Collected data entries:
--- --- ---
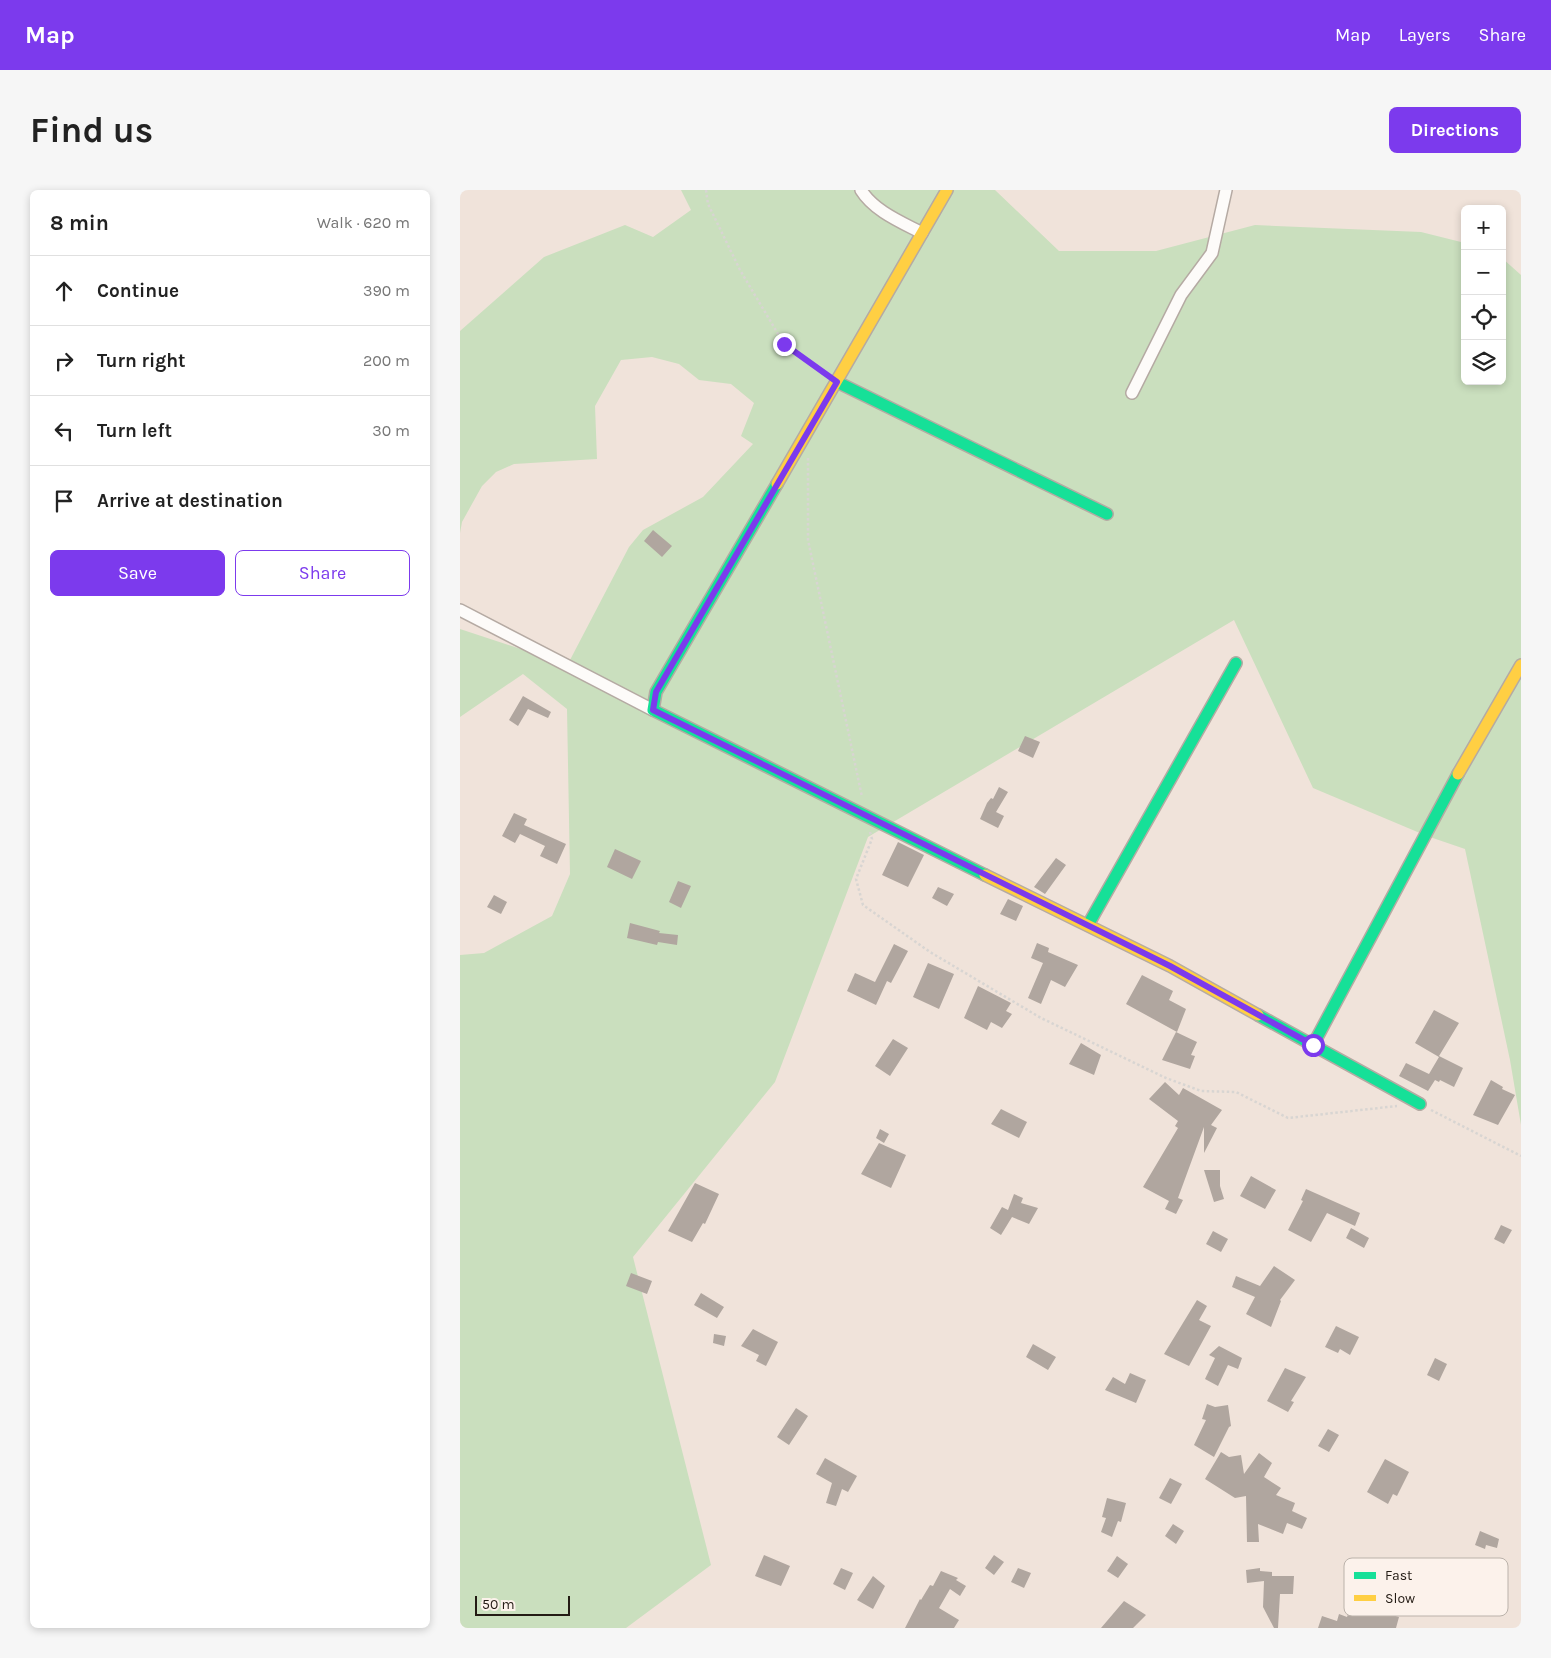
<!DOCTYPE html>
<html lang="en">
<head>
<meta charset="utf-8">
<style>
  body { margin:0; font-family:Karla,sans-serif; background:#f6f6f6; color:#222 }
  .controls { position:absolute; right:15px; top:15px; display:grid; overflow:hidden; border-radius:8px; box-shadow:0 2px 8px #0003 }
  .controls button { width:45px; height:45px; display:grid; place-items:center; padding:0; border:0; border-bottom:1px solid #e0e0e0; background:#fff; color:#222; font:25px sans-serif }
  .scale { position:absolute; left:15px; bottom:12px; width:95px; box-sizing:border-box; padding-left:5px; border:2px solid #231b14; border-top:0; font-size:14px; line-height:18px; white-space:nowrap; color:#231b14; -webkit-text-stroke:4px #fcf2eb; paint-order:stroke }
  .stop { position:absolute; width:15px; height:15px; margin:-11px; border:4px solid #7c3aed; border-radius:50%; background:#fff }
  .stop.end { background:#7c3aed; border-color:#fff; box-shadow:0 1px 5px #0008 }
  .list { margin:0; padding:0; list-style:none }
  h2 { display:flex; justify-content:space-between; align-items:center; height:65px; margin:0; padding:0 20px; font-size:21px }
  h2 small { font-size:16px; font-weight:400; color:#767676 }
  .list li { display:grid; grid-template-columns:32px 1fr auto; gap:15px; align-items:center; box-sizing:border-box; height:70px; padding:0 20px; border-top:1px solid #e0e0e0 }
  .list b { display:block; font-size:19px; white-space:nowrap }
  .list em { font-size:16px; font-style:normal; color:#767676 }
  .actions { display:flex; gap:10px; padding:15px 20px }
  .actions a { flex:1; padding:11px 0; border:1px solid #7c3aed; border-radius:8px; text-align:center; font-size:18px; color:#7c3aed }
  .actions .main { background:#7c3aed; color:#fff }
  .icon { flex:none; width:28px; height:28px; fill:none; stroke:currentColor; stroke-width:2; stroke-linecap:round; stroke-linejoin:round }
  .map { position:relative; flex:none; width:1061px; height:1438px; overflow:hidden; border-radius:8px }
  header { display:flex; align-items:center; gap:30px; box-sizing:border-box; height:70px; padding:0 25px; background:#7c3aed; color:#fff }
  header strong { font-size:24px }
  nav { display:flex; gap:28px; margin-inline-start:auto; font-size:18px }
  .intro { display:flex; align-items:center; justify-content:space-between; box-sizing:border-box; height:120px; padding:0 30px }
  h1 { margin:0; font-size:35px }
  .button { padding:12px 22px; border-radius:8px; background:#7c3aed; color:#fff; font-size:18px; font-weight:700 }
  main { display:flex; gap:30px; padding:0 30px }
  aside { flex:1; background:#fff; border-radius:8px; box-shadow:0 2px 8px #0003 }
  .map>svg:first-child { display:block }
  .green { fill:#cadfbe }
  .building { fill:#b0a69f }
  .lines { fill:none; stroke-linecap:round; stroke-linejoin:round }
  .street-casing { stroke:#b5aaa3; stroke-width:14 }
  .fast-casing { stroke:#b5aaa3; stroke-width:14 }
  .slow-casing { stroke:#b5aaa3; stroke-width:14 }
  .path { stroke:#d8d5d2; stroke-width:2.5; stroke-dasharray:2.5 2.5; stroke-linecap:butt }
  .street { stroke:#fdfbf9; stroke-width:11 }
  .fast { stroke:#16e098; stroke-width:11 }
  .slow { stroke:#ffcf43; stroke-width:11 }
  .route { stroke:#7c3aed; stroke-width:6 }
  .key { fill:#fcf2eb; stroke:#bbb2aa; stroke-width:1 }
  .key-label { font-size:14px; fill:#231b14 }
</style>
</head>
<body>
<header>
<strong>Map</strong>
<nav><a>Map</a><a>Layers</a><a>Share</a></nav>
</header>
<div class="intro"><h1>Find us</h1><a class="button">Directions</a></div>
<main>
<aside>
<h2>8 min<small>Walk · 620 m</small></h2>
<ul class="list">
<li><svg class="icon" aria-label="ahead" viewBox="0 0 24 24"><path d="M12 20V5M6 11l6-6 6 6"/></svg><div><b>Continue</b></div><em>390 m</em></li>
<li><svg class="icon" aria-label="right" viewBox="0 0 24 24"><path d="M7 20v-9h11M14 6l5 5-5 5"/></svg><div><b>Turn right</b></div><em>200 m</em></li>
<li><svg class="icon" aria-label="left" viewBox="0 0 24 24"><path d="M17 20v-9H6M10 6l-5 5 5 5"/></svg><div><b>Turn left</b></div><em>30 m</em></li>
<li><svg class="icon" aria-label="arrive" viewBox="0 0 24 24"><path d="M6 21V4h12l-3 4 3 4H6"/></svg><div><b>Arrive at destination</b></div></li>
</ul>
<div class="actions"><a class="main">Save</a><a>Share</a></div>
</aside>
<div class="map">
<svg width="1061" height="1438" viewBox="0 0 1061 1438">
  <rect width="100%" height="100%" fill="#f0e3da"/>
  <path class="green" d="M221 0H535L599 61H696L795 35 961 42 1005 53V191H1042V68L1061 85V935L1050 870 1005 659 967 646 853 598 774 430 408 647 315 892 173 1067 251 1375 166 1438H0V765L24 763 92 726 110 684 107 519 63 484 0 527V439L97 471 110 470 169 357 183 340 243 307 293 254 281 246 294 213 271 194 239 190 219 174 192 167 161 170 135 216 137 269 54 274 36 282 22 296 2 332 0 343V141L84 67 165 35 193 47 231 20Z"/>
  <path class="building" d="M193 340 212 356 202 367 184 351Z
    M63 506 91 522 88 528 68 519 58 536 49 530Z
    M565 546 580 552 573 568 558 561Z
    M539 597 548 602 536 622 544 626 538 638 520 629 527 613 531 608 533 609Z
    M54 623 67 629 64 635 106 654 97 674 80 666 85 656 60 644 55 653 42 646Z
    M438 652 464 665 448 697 422 685Z
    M155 659 181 671 172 689 147 677Z
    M596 668 606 675 585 704 574 697Z
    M218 691 231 696 221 718 209 712Z
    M478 697 494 704 487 716 472 708Z
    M34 705 47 712 41 724 27 717Z
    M548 709 563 716 556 731 540 724Z
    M170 733 200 741 199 743 218 745 217 755 198 752 197 755 167 748Z
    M577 753 589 758 588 762 618 775 605 797 591 790 581 814 568 808 583 773 571 768Z
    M434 754 448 761 431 793 427 791 416 815 387 801 395 783 415 792Z
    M468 773 494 784 479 819 453 807Z
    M682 785 713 801 709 810 726 819 717 842 666 814Z
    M518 796 551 813 546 821 552 824 542 838 531 832 527 840 504 828Z
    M974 820 999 833 979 866 1003 878 994 897 980 890 979 892 975 890 968 901 939 886 946 873 969 884 979 867 955 853Z
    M716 842 737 852 731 865 735 866 730 879 702 870Z
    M433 849 448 858 430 886 415 876Z
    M621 853 641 865 634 885 609 874Z
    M1031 890 1043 897 1042 899 1055 905 1038 935 1013 925Z
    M705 892 719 905 723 898 762 920 751 935 757 938 744 963V937L718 1008 723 1010 716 1024 705 1019 709 1011 683 997 718 938 715 936 718 931 689 909Z
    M541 919 567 932 559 948 531 934Z
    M420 939 429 944 424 953 416 948Z
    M419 953 446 965 431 998 401 984Z
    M744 980H760V996L764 1009 754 1012Z
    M791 986 816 1000 805 1019 780 1006Z
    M235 993 259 1004 245 1034 243 1033 232 1052 208 1041Z
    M846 999 900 1023 895 1036 867 1023 851 1052 828 1040 843 1011 841 1010Z
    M554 1004 563 1008 561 1013 578 1018 569 1034 552 1027 541 1045 530 1038 542 1017 548 1020Z
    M1041 1035 1052 1040 1044 1054 1034 1049Z
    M891 1038 909 1048 904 1058 886 1048Z
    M753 1041 768 1049 761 1062 746 1054Z
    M814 1076 835 1090 820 1110 821 1111 811 1137 786 1124 795 1107 772 1097 776 1086 800 1096Z
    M171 1083 192 1091 187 1104 166 1096Z
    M241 1103 264 1117 257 1128 234 1115Z
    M737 1110 747 1116 739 1130 751 1136 729 1176 704 1164Z
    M876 1136 899 1147 890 1165 880 1159 878 1163 865 1157Z
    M293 1139 318 1152 306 1176 296 1171 299 1165 281 1156Z
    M254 1144 266 1146 264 1156 253 1153Z
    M573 1154 596 1167 588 1180 566 1167Z
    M759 1156 782 1168 778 1179 768 1175 758 1196 745 1189 755 1168 749 1165Z
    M975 1168 987 1174 979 1191 967 1185Z
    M825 1178 846 1187 831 1211 834 1212 828 1222 807 1211Z
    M670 1183 686 1190 676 1213 645 1200 653 1187 665 1194Z
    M747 1214 755 1217 768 1215 771 1236 769 1237 754 1267 734 1255 746 1230 742 1229Z
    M336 1218 348 1226 329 1255 317 1247Z
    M868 1239 879 1245 869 1262 858 1256Z
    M761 1262 769 1267 781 1265 784 1284 799 1263 812 1273 804 1287 821 1298 816 1305 835 1313 832 1321 847 1328 842 1339 827 1333 823 1344 798 1334 799 1352H787L786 1306 775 1308 745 1289Z
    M365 1268 397 1286 388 1302 382 1299 376 1316 366 1313 372 1293 356 1284Z
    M925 1269 949 1282 937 1306 933 1304 928 1314 907 1302Z
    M710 1288 722 1294 711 1314 699 1308Z
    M647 1308 666 1313 661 1332 658 1331 652 1347 641 1342 646 1328 642 1327Z
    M713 1334 724 1341 716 1354 705 1346Z
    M1020 1341 1039 1349 1037 1358 1026 1355 1025 1359 1015 1355Z
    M304 1365 330 1376 321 1396 295 1386Z
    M534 1365 544 1372 534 1385 525 1378Z
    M657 1366 668 1374 658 1388 647 1381Z
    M381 1378 393 1383 385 1400 373 1394Z
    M558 1378 571 1383 564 1398 551 1392Z
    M800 1378V1381L812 1382V1386H834L833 1404H820L818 1438H814L803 1417 804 1391 787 1393 786 1380Z
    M481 1381 498 1388 496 1390 506 1396 500 1406 490 1399 479 1418 499 1430 494 1438H445L460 1409 461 1410 470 1395 473 1396Z
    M413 1386 425 1396 413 1419 397 1410Z
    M664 1411 686 1425 673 1438H641Z
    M892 1413 939 1427 936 1438H858L862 1426 877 1431 879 1424 887 1427Z"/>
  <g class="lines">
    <defs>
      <path id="street" d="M401 0C414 21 441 32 462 43
        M672 203 721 105 752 63 766 0
        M0 420 193 520"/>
      <path id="fast" d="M377 192 647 324
        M317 294 196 502 193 520 525 685
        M628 735 776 473
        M798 825 960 914
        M853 855 998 584"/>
      <path id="slow" d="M317 294 487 0
        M998 584 1061 475
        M525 685 710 776 798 825"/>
    </defs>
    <use href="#street" class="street-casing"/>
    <use href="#fast" class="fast-casing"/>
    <use href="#slow" class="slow-casing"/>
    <path class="path" d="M246 0 248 14 280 80 324 154 365 185
      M348 268V350L402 607
      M410 642 412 649 396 689 403 715 470 762 581 828 706 888 741 901 776 902 828 928 937 916
      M971 920 1061 966"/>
    <use href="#street" class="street"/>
    <use href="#fast" class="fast"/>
    <use href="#slow" class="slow"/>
  </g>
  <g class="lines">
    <path class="route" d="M324 154 377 192 196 502 193 520 710 776 853 855"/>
  </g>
  <rect x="884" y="1368" width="164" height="58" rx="8" class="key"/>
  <rect x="894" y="1382" width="22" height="7" fill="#16e098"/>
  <rect x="894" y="1405" width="22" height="6" fill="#ffcf43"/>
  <g class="key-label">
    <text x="925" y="1390">Fast</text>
    <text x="925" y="1413">Slow</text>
  </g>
</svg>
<div class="controls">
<button>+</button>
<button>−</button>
<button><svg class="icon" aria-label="locate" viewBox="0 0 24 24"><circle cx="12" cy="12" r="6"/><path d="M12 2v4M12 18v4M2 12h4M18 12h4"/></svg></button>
<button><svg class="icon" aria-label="layers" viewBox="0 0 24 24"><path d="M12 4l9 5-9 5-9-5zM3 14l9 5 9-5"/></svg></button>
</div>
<div class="scale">50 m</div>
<div class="stop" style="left:853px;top:855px"></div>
<div class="stop end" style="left:324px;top:154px"></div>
</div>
</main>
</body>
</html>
--- --- ---
## YOUR OBJECTIVE
What lines of the data include the word "solid"? Copy each of them.

## EXERCISE RESPONSE
  .controls button { width:45px; height:45px; display:grid; place-items:center; padding:0; border:0; border-bottom:1px solid #e0e0e0; background:#fff; color:#222; font:25px sans-serif }
  .scale { position:absolute; left:15px; bottom:12px; width:95px; box-sizing:border-box; padding-left:5px; border:2px solid #231b14; border-top:0; font-size:14px; line-height:18px; white-space:nowrap; color:#231b14; -webkit-text-stroke:4px #fcf2eb; paint-order:stroke }
  .stop { position:absolute; width:15px; height:15px; margin:-11px; border:4px solid #7c3aed; border-radius:50%; background:#fff }
  .list li { display:grid; grid-template-columns:32px 1fr auto; gap:15px; align-items:center; box-sizing:border-box; height:70px; padding:0 20px; border-top:1px solid #e0e0e0 }
  .actions a { flex:1; padding:11px 0; border:1px solid #7c3aed; border-radius:8px; text-align:center; font-size:18px; color:#7c3aed }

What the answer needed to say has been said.